_Task prompt_: An exact transcription of all the entries below is required.

[Saved data entries]
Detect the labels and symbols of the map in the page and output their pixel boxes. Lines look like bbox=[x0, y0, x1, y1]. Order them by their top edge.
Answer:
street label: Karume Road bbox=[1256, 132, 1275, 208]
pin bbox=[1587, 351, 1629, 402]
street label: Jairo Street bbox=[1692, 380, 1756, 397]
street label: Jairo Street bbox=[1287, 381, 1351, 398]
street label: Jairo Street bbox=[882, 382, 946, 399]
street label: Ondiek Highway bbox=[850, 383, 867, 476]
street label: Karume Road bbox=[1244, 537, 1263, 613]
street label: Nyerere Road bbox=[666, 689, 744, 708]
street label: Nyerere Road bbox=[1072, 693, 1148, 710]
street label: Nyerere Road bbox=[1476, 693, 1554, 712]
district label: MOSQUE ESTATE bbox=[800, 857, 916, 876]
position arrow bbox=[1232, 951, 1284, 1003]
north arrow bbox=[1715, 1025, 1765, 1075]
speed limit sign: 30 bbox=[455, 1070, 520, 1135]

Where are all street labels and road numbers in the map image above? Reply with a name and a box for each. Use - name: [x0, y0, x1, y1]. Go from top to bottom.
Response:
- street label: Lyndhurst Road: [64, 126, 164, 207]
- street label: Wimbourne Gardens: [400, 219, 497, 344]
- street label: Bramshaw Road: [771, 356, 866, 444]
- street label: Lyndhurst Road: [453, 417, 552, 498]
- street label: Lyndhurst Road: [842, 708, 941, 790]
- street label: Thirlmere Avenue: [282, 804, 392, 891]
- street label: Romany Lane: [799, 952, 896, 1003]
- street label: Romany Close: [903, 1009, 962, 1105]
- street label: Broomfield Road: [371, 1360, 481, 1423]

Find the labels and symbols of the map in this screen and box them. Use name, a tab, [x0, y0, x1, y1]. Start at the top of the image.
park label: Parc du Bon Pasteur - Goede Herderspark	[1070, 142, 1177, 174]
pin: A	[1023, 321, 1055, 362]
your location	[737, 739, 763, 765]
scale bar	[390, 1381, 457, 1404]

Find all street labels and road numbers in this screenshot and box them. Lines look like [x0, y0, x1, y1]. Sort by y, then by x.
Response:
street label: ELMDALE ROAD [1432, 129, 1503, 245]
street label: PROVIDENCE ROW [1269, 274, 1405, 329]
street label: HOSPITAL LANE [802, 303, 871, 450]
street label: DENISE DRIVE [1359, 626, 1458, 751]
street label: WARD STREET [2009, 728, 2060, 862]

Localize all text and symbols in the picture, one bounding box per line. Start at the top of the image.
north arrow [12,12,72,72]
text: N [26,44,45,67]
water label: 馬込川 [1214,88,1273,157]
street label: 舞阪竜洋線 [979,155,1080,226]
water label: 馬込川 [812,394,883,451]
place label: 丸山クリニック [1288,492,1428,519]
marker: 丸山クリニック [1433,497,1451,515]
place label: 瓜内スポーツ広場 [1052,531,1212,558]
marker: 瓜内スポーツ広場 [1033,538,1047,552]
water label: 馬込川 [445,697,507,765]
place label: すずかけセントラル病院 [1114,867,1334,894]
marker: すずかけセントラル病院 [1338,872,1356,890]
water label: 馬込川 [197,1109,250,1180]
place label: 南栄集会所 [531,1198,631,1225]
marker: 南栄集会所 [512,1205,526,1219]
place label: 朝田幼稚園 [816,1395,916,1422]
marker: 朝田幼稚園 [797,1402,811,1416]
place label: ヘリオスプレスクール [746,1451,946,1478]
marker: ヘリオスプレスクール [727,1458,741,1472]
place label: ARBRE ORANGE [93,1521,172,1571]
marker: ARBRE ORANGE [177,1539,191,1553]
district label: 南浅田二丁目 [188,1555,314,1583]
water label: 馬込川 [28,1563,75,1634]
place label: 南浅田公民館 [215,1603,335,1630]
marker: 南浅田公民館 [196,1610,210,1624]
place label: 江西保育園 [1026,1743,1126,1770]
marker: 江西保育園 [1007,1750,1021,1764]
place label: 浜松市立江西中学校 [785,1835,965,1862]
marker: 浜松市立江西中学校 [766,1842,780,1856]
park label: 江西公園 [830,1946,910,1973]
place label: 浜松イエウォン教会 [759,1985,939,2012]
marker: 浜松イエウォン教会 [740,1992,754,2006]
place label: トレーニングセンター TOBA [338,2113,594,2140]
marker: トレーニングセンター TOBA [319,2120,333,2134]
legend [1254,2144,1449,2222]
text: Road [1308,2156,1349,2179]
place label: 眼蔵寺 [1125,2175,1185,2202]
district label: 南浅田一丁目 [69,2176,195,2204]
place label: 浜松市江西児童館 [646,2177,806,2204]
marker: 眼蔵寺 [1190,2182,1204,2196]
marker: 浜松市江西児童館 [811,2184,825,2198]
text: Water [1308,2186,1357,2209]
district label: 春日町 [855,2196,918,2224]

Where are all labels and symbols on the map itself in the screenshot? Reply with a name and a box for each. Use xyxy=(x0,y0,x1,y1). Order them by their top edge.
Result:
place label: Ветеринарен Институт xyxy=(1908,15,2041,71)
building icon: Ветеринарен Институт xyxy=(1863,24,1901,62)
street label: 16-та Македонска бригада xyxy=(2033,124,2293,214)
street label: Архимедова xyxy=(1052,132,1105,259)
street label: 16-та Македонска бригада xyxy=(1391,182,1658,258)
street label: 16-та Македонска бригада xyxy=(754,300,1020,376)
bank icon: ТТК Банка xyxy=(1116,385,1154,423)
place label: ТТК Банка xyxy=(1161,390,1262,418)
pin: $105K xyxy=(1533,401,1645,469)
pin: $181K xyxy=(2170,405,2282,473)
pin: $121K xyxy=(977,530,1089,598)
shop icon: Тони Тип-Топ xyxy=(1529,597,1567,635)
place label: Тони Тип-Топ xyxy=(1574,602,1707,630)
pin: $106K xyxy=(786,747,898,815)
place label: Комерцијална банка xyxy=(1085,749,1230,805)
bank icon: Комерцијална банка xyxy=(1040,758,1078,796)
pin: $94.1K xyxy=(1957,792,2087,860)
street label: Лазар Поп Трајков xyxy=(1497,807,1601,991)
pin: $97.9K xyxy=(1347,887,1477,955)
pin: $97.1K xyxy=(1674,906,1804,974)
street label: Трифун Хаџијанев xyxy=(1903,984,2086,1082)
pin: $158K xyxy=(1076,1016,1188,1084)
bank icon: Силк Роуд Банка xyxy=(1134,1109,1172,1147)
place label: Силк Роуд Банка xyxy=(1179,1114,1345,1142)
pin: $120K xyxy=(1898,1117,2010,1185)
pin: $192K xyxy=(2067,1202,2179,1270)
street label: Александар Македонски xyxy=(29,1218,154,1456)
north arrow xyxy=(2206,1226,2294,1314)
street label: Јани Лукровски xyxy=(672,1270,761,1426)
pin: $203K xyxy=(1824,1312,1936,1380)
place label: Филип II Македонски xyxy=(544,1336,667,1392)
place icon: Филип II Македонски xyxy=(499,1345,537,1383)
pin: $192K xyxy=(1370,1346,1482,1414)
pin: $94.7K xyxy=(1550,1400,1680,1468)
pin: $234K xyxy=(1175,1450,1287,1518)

_Solution to this exercise_:
Detect the labels and symbols of the map in the page and output their pixel boxes. Lines look like bbox=[x0, y0, x1, y1]. Order them by their top edge.
Answer:
street label: Karume Road bbox=[1256, 132, 1275, 208]
pin bbox=[1587, 351, 1629, 402]
street label: Jairo Street bbox=[1692, 380, 1756, 397]
street label: Jairo Street bbox=[1287, 381, 1351, 398]
street label: Jairo Street bbox=[882, 382, 946, 399]
street label: Ondiek Highway bbox=[850, 383, 867, 476]
street label: Karume Road bbox=[1244, 537, 1263, 613]
street label: Nyerere Road bbox=[666, 689, 744, 708]
street label: Nyerere Road bbox=[1072, 693, 1148, 710]
street label: Nyerere Road bbox=[1476, 693, 1554, 712]
district label: MOSQUE ESTATE bbox=[800, 857, 916, 876]
position arrow bbox=[1232, 951, 1284, 1003]
north arrow bbox=[1715, 1025, 1765, 1075]
speed limit sign: 30 bbox=[455, 1070, 520, 1135]

Where are all street labels and road numbers in the map image above? Reply with a name and a box for each. Use - name: [x0, y0, x1, y1]. Go from top to bottom.
Response:
- street label: Lyndhurst Road: [64, 126, 164, 207]
- street label: Wimbourne Gardens: [400, 219, 497, 344]
- street label: Bramshaw Road: [771, 356, 866, 444]
- street label: Lyndhurst Road: [453, 417, 552, 498]
- street label: Lyndhurst Road: [842, 708, 941, 790]
- street label: Thirlmere Avenue: [282, 804, 392, 891]
- street label: Romany Lane: [799, 952, 896, 1003]
- street label: Romany Close: [903, 1009, 962, 1105]
- street label: Broomfield Road: [371, 1360, 481, 1423]

Find the labels and symbols of the map in this screen and box them. Use name, a tab, [x0, y0, x1, y1]. Start at the top of the image.
park label: Parc du Bon Pasteur - Goede Herderspark	[1070, 142, 1177, 174]
pin: A	[1023, 321, 1055, 362]
your location	[737, 739, 763, 765]
scale bar	[390, 1381, 457, 1404]

Find all street labels and road numbers in this screenshot and box them. Lines look like [x0, y0, x1, y1]. Sort by y, then by x.
Response:
street label: ELMDALE ROAD [1432, 129, 1503, 245]
street label: PROVIDENCE ROW [1269, 274, 1405, 329]
street label: HOSPITAL LANE [802, 303, 871, 450]
street label: DENISE DRIVE [1359, 626, 1458, 751]
street label: WARD STREET [2009, 728, 2060, 862]

Localize all text and symbols in the picture, one bounding box per line. Start at the top of the image.
north arrow [12,12,72,72]
text: N [26,44,45,67]
water label: 馬込川 [1214,88,1273,157]
street label: 舞阪竜洋線 [979,155,1080,226]
water label: 馬込川 [812,394,883,451]
place label: 丸山クリニック [1288,492,1428,519]
marker: 丸山クリニック [1433,497,1451,515]
place label: 瓜内スポーツ広場 [1052,531,1212,558]
marker: 瓜内スポーツ広場 [1033,538,1047,552]
water label: 馬込川 [445,697,507,765]
place label: すずかけセントラル病院 [1114,867,1334,894]
marker: すずかけセントラル病院 [1338,872,1356,890]
water label: 馬込川 [197,1109,250,1180]
place label: 南栄集会所 [531,1198,631,1225]
marker: 南栄集会所 [512,1205,526,1219]
place label: 朝田幼稚園 [816,1395,916,1422]
marker: 朝田幼稚園 [797,1402,811,1416]
place label: ヘリオスプレスクール [746,1451,946,1478]
marker: ヘリオスプレスクール [727,1458,741,1472]
place label: ARBRE ORANGE [93,1521,172,1571]
marker: ARBRE ORANGE [177,1539,191,1553]
district label: 南浅田二丁目 [188,1555,314,1583]
water label: 馬込川 [28,1563,75,1634]
place label: 南浅田公民館 [215,1603,335,1630]
marker: 南浅田公民館 [196,1610,210,1624]
place label: 江西保育園 [1026,1743,1126,1770]
marker: 江西保育園 [1007,1750,1021,1764]
place label: 浜松市立江西中学校 [785,1835,965,1862]
marker: 浜松市立江西中学校 [766,1842,780,1856]
park label: 江西公園 [830,1946,910,1973]
place label: 浜松イエウォン教会 [759,1985,939,2012]
marker: 浜松イエウォン教会 [740,1992,754,2006]
place label: トレーニングセンター TOBA [338,2113,594,2140]
marker: トレーニングセンター TOBA [319,2120,333,2134]
legend [1254,2144,1449,2222]
text: Road [1308,2156,1349,2179]
place label: 眼蔵寺 [1125,2175,1185,2202]
district label: 南浅田一丁目 [69,2176,195,2204]
place label: 浜松市江西児童館 [646,2177,806,2204]
marker: 眼蔵寺 [1190,2182,1204,2196]
marker: 浜松市江西児童館 [811,2184,825,2198]
text: Water [1308,2186,1357,2209]
district label: 春日町 [855,2196,918,2224]

Where are all labels and symbols on the map itself in the screenshot? Reply with a name and a box for each. Use xyxy=(x0,y0,x1,y1). Order them by their top edge.
Result:
place label: Ветеринарен Институт xyxy=(1908,15,2041,71)
building icon: Ветеринарен Институт xyxy=(1863,24,1901,62)
street label: 16-та Македонска бригада xyxy=(2033,124,2293,214)
street label: Архимедова xyxy=(1052,132,1105,259)
street label: 16-та Македонска бригада xyxy=(1391,182,1658,258)
street label: 16-та Македонска бригада xyxy=(754,300,1020,376)
bank icon: ТТК Банка xyxy=(1116,385,1154,423)
place label: ТТК Банка xyxy=(1161,390,1262,418)
pin: $105K xyxy=(1533,401,1645,469)
pin: $181K xyxy=(2170,405,2282,473)
pin: $121K xyxy=(977,530,1089,598)
shop icon: Тони Тип-Топ xyxy=(1529,597,1567,635)
place label: Тони Тип-Топ xyxy=(1574,602,1707,630)
pin: $106K xyxy=(786,747,898,815)
place label: Комерцијална банка xyxy=(1085,749,1230,805)
bank icon: Комерцијална банка xyxy=(1040,758,1078,796)
pin: $94.1K xyxy=(1957,792,2087,860)
street label: Лазар Поп Трајков xyxy=(1497,807,1601,991)
pin: $97.9K xyxy=(1347,887,1477,955)
pin: $97.1K xyxy=(1674,906,1804,974)
street label: Трифун Хаџијанев xyxy=(1903,984,2086,1082)
pin: $158K xyxy=(1076,1016,1188,1084)
bank icon: Силк Роуд Банка xyxy=(1134,1109,1172,1147)
place label: Силк Роуд Банка xyxy=(1179,1114,1345,1142)
pin: $120K xyxy=(1898,1117,2010,1185)
pin: $192K xyxy=(2067,1202,2179,1270)
street label: Александар Македонски xyxy=(29,1218,154,1456)
north arrow xyxy=(2206,1226,2294,1314)
street label: Јани Лукровски xyxy=(672,1270,761,1426)
pin: $203K xyxy=(1824,1312,1936,1380)
place label: Филип II Македонски xyxy=(544,1336,667,1392)
place icon: Филип II Македонски xyxy=(499,1345,537,1383)
pin: $192K xyxy=(1370,1346,1482,1414)
pin: $94.7K xyxy=(1550,1400,1680,1468)
pin: $234K xyxy=(1175,1450,1287,1518)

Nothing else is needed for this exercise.